520 F.3d 918 (9th Cir. 2008)

The United States Environmental Protection Agency (EPA) and the State of California's Department of Toxic Substances Control (DTSC) (the Governments) appealed the decision of the United States District Court for the Eastern District of California in an action brought against Burlington Northern & Santa Fe Railway Company and Southern Pacific Transportation Company (the Railroads), and Shell Oil Company (Shell). The Governments sought to hold the Railroads and Shell liable under the Comprehensive Environmental Response, Compensation, and Liability Act (CERCLA)[1]for the cost of investigation and clean up of hazardous substances at a now defunct agricultural chemical storage and distribution facility in Arvin, California.
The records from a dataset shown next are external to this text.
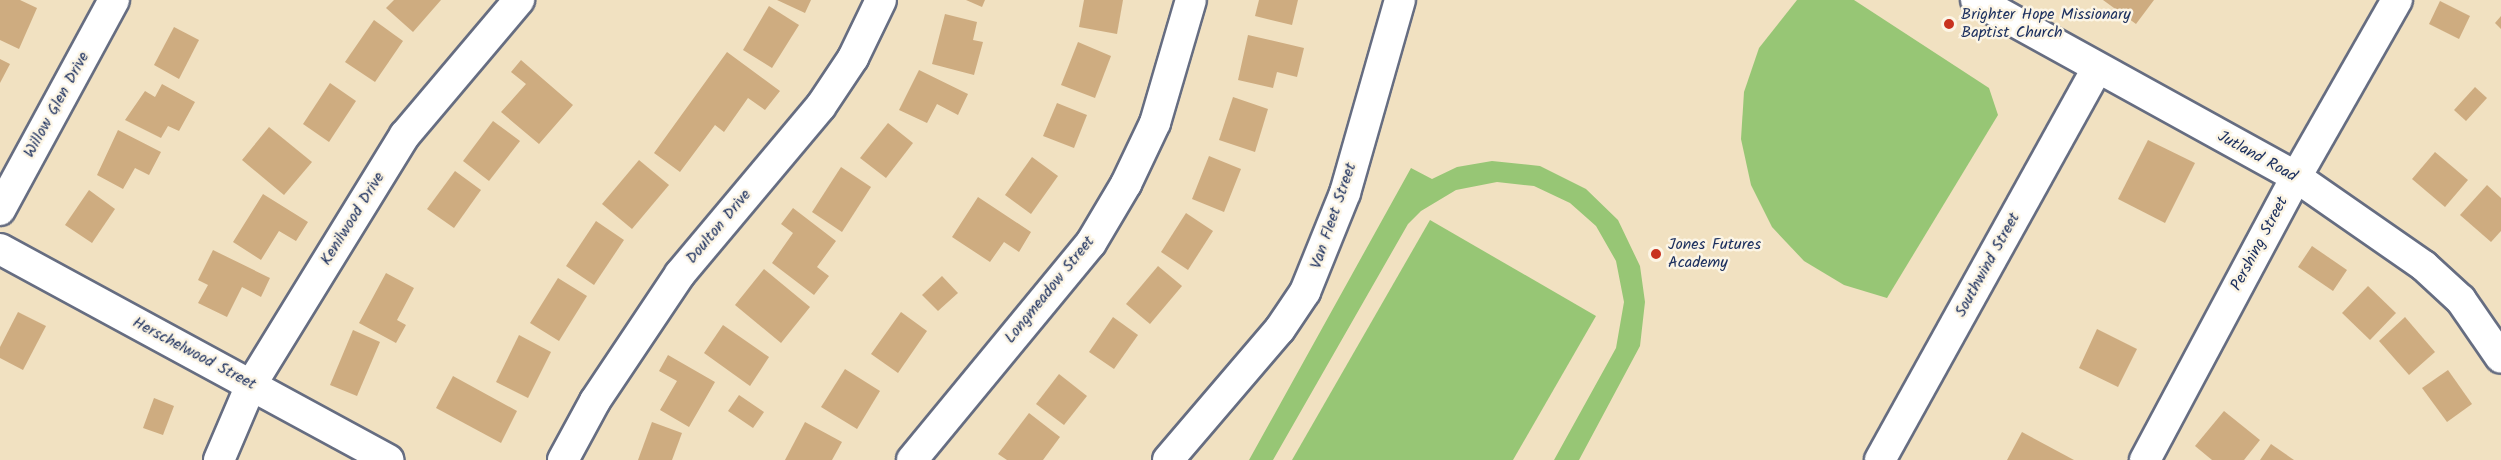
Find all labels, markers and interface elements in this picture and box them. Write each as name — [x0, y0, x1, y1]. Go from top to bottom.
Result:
place label: Brighter Hope Missionary Baptist Church — [1961, 5, 2131, 43]
marker: Brighter Hope Missionary Baptist Church — [1942, 17, 1956, 31]
street label: Willow Glen Drive — [20, 49, 94, 161]
street label: Jutland Road — [2214, 127, 2300, 187]
street label: Van Fleet Street — [1307, 160, 1361, 272]
street label: Kenilwood Drive — [317, 169, 389, 269]
street label: Doulton Drive — [682, 186, 756, 268]
street label: Pershing Street — [2227, 194, 2293, 294]
street label: Southwind Street — [1951, 209, 2025, 321]
street label: Longmeadow Street — [1001, 232, 1099, 348]
place label: Jones Futures Academy — [1668, 235, 1761, 273]
marker: Jones Futures Academy — [1649, 247, 1663, 261]
street label: Herschelwood Street — [129, 313, 259, 395]

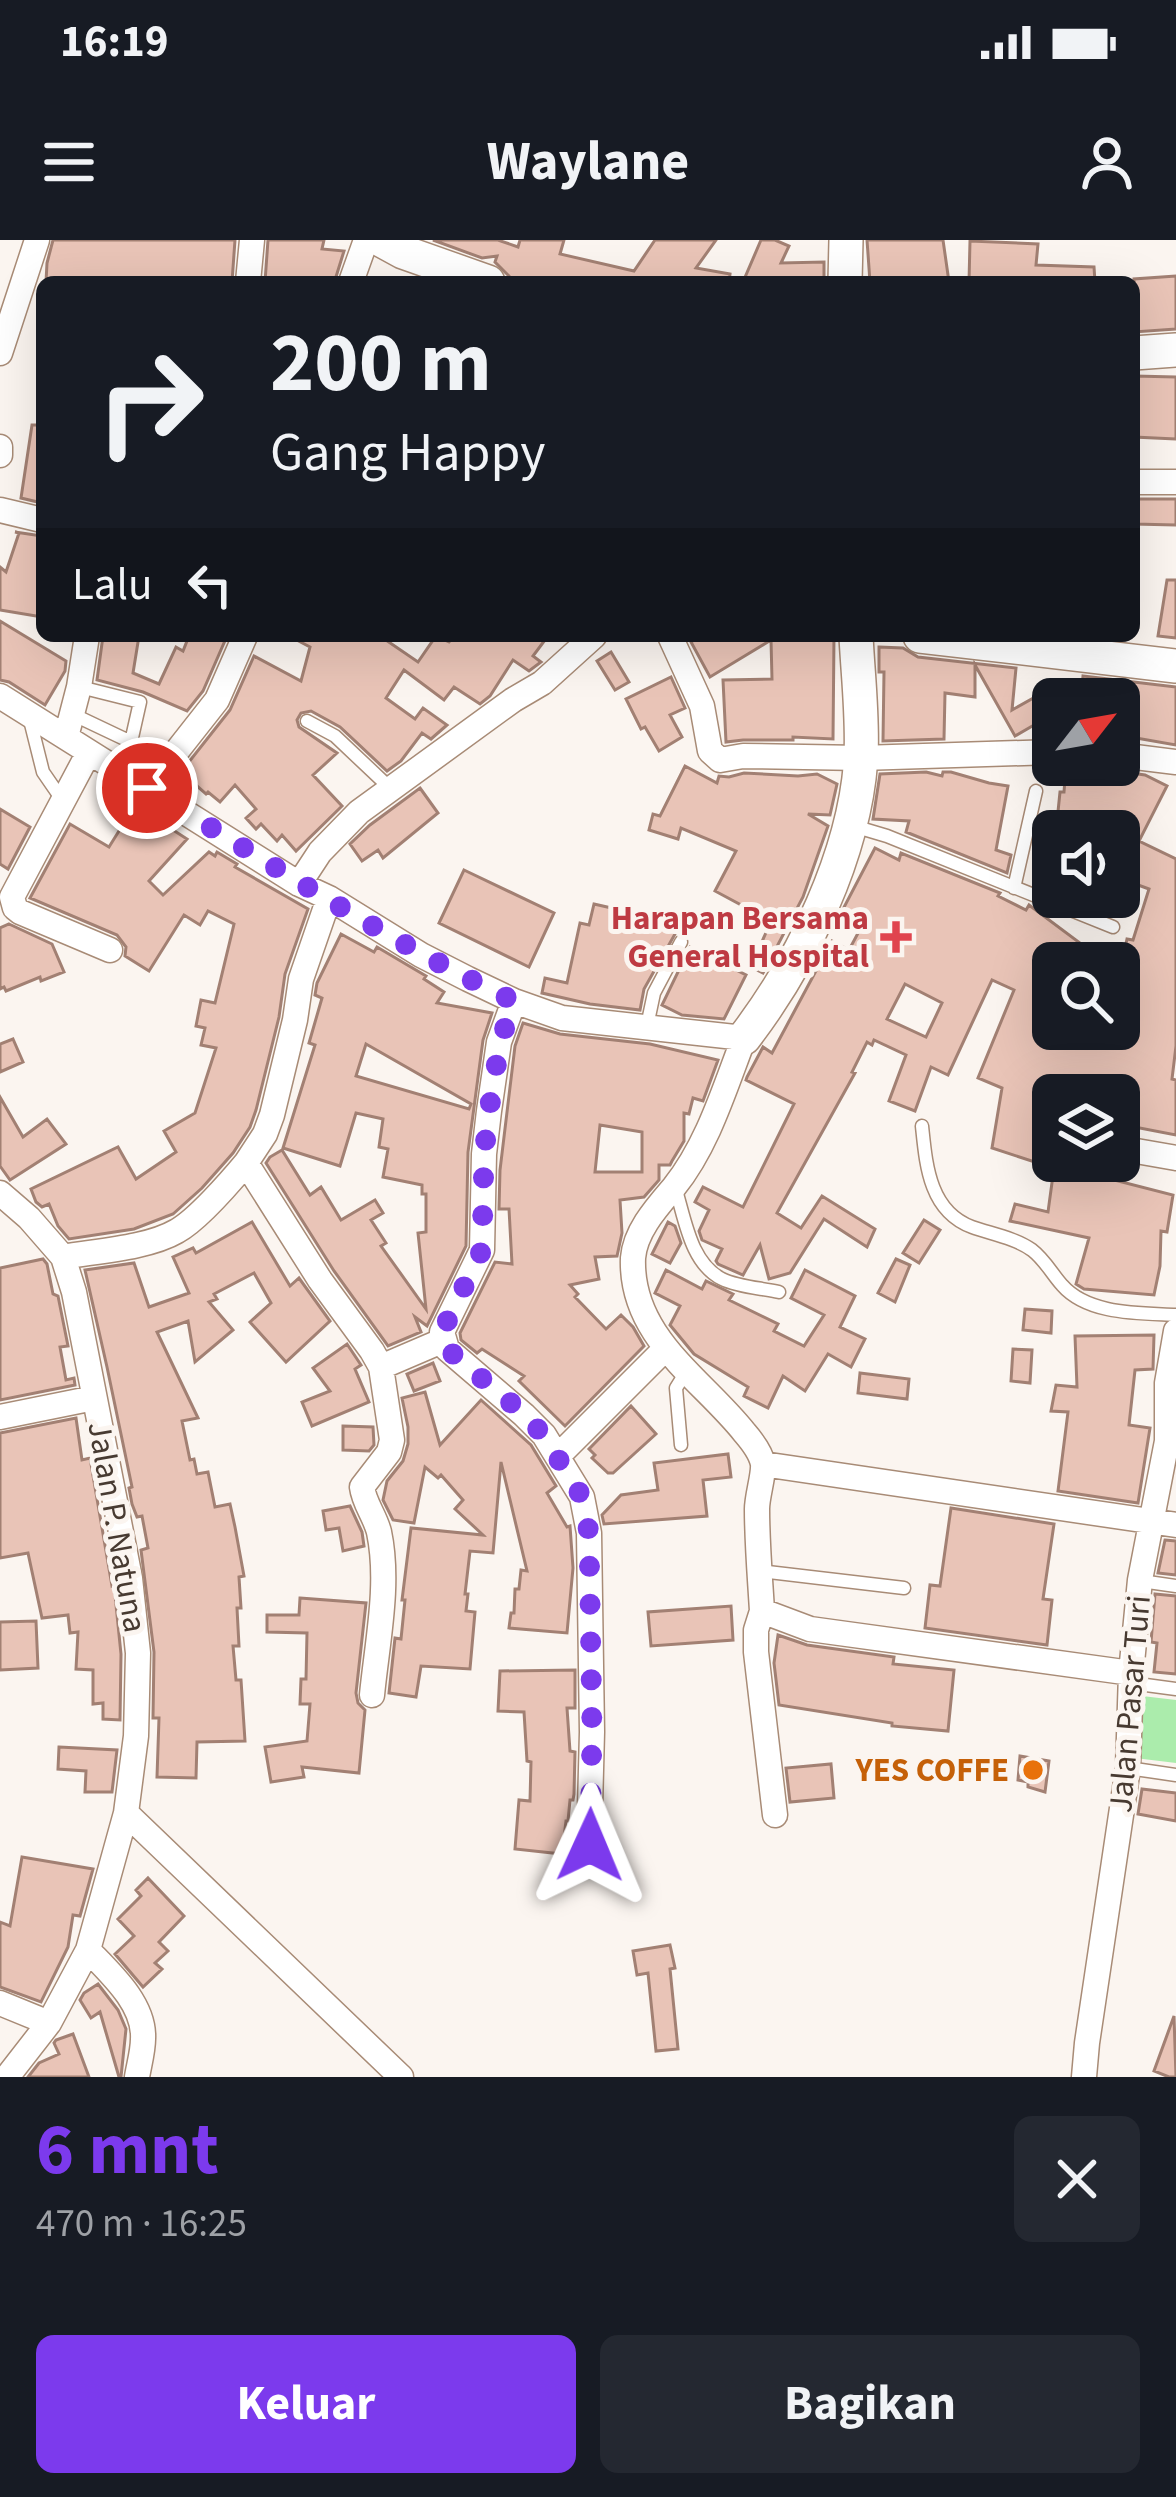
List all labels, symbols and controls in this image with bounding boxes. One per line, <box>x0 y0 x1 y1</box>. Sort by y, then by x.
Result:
text: 16:19 <box>60 10 169 74</box>
text: Waylane <box>487 124 689 201</box>
icon: menu <box>36 129 102 195</box>
icon: person <box>1074 129 1140 195</box>
text: 200 m <box>270 304 492 424</box>
icon: right <box>72 324 228 480</box>
text: Gang Happy <box>270 415 545 492</box>
icon: left <box>177 552 243 618</box>
text: Lalu <box>72 553 153 617</box>
north arrow <box>1032 678 1140 786</box>
map controls <box>1032 678 1140 1182</box>
pin <box>96 737 198 839</box>
icon: arrive <box>114 755 180 821</box>
button: sound <box>1032 810 1140 918</box>
place label: Harapan Bersama General Hospital <box>611 895 870 980</box>
marker: Harapan Bersama General Hospital <box>880 921 912 953</box>
button: search <box>1032 942 1140 1050</box>
button: layers <box>1032 1074 1140 1182</box>
street label: Jalan P. Natuna <box>75 1418 159 1636</box>
street label: Jalan Pasar Turi <box>1097 1593 1163 1815</box>
place label: YES COFFE <box>854 1747 1009 1794</box>
marker: YES COFFE <box>1020 1757 1046 1783</box>
position arrow <box>527 1782 653 1908</box>
text: 6 mnt <box>36 2099 219 2202</box>
button: close <box>1014 2116 1140 2242</box>
text: 470 m · 16:25 <box>36 2196 247 2252</box>
button: Keluar <box>36 2335 576 2473</box>
button: Bagikan <box>600 2335 1140 2473</box>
The Railroads owned land on which a portion of the facility operated; Shell supplied and delivered some of the chemicals used at the facility.[2]Brown & Bryant, Inc. (B & B), the facility owner and operator, was no longer operational at the time of this action. Seeking to impose liability on other potentially responsible parties (PRPs) for removal of threats to groundwater from chemical contamination, EPA and DTSC each filed CERCLA actions against B & B, the Railroads, and Shell. The Railroads, in turn, sued B & B for contribution, to recover costs incurred in the cleanup.[3]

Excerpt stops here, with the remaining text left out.